Svensson has delivered a series of groundbreaking new algorithms for the traveling salesman problem, one of the most heavily studied and important questions in theoretical computer science.
The traveling salesman problem seeks to determine the shortest possible route for a person to take while visiting a given number of cities and returning to their point of origin. First posited in 1930, the problem is considered a benchmark in optimization.
In 2011 Svensson authored an award-winning new algorithm for the symmetric traveling salesman problem that developed breakthroughs in computational optimization and graph-theoretic algorithms. Svensson also presented a new approach for the asymmetric variant in 2015. Two additional co-authored papers followed, culminating in the first constant-factor approximation guarantee and collectively contributing several new ideas to the field of combinatorial optimization.
Svensson's work outside of the traveling salesman problem has contributed additional new ideas, most recently moving forward on derandomizing a probabilistic algorithm that has been a major focus of research for nearly three decades.
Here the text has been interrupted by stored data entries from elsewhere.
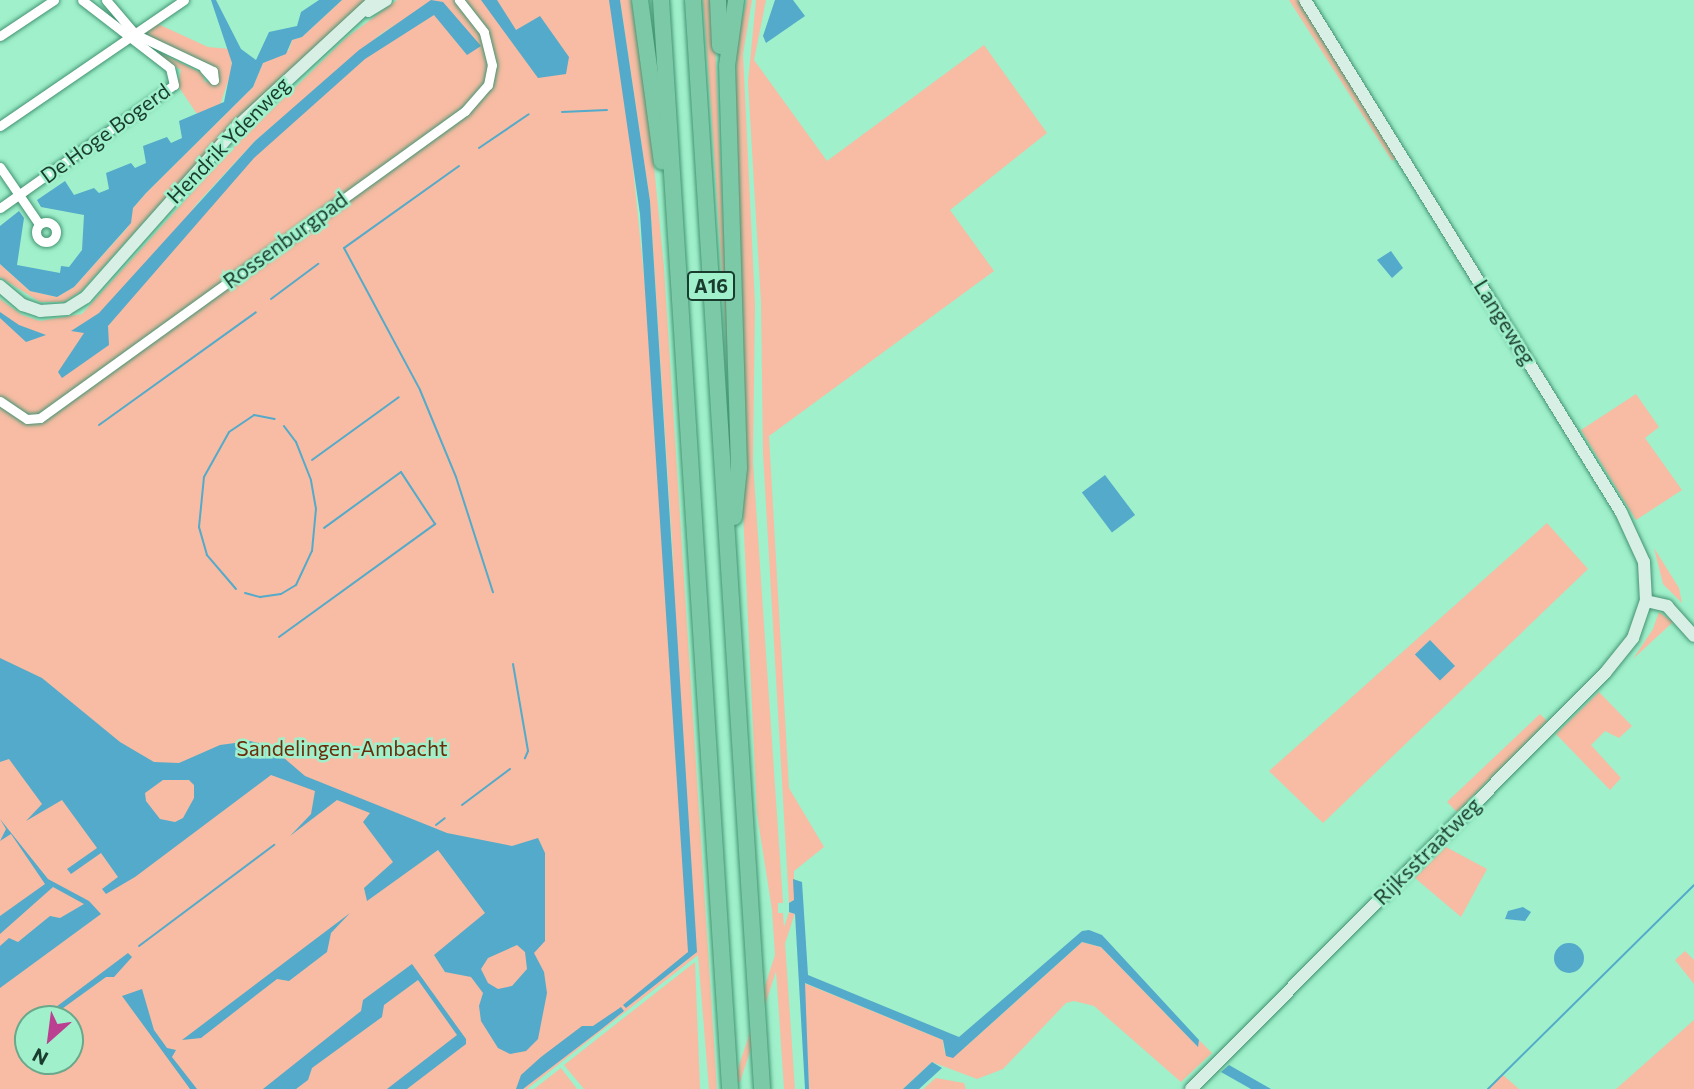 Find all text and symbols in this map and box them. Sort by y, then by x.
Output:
street label: Hendrik Ydenweg [161,72,295,208]
street label: De Hoge Bogerd [35,78,175,188]
street label: Rossenburgpad [218,186,352,294]
road number: A16 [686,270,736,302]
street label: Langeweg [1469,275,1541,369]
park label: Sandelingen-Ambacht [236,735,448,761]
street label: Rijksstraatweg [1368,792,1486,910]
north arrow [14,1005,84,1075]
text: N [28,1044,52,1071]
The Michael and Sheila Held Prize is presented annually and carries with it a $100,000 prize. The prize honors outstanding, innovative, creative, and influential research in the areas of combinatorial and discrete optimization, or related parts of computer science, such as the design and analysis of algorithms and complexity theory. This $100,000 prize is intended to recognize recent work (defined as published within the last eight years). The prize was established in 2017 by the bequest of Michael and Sheila Held.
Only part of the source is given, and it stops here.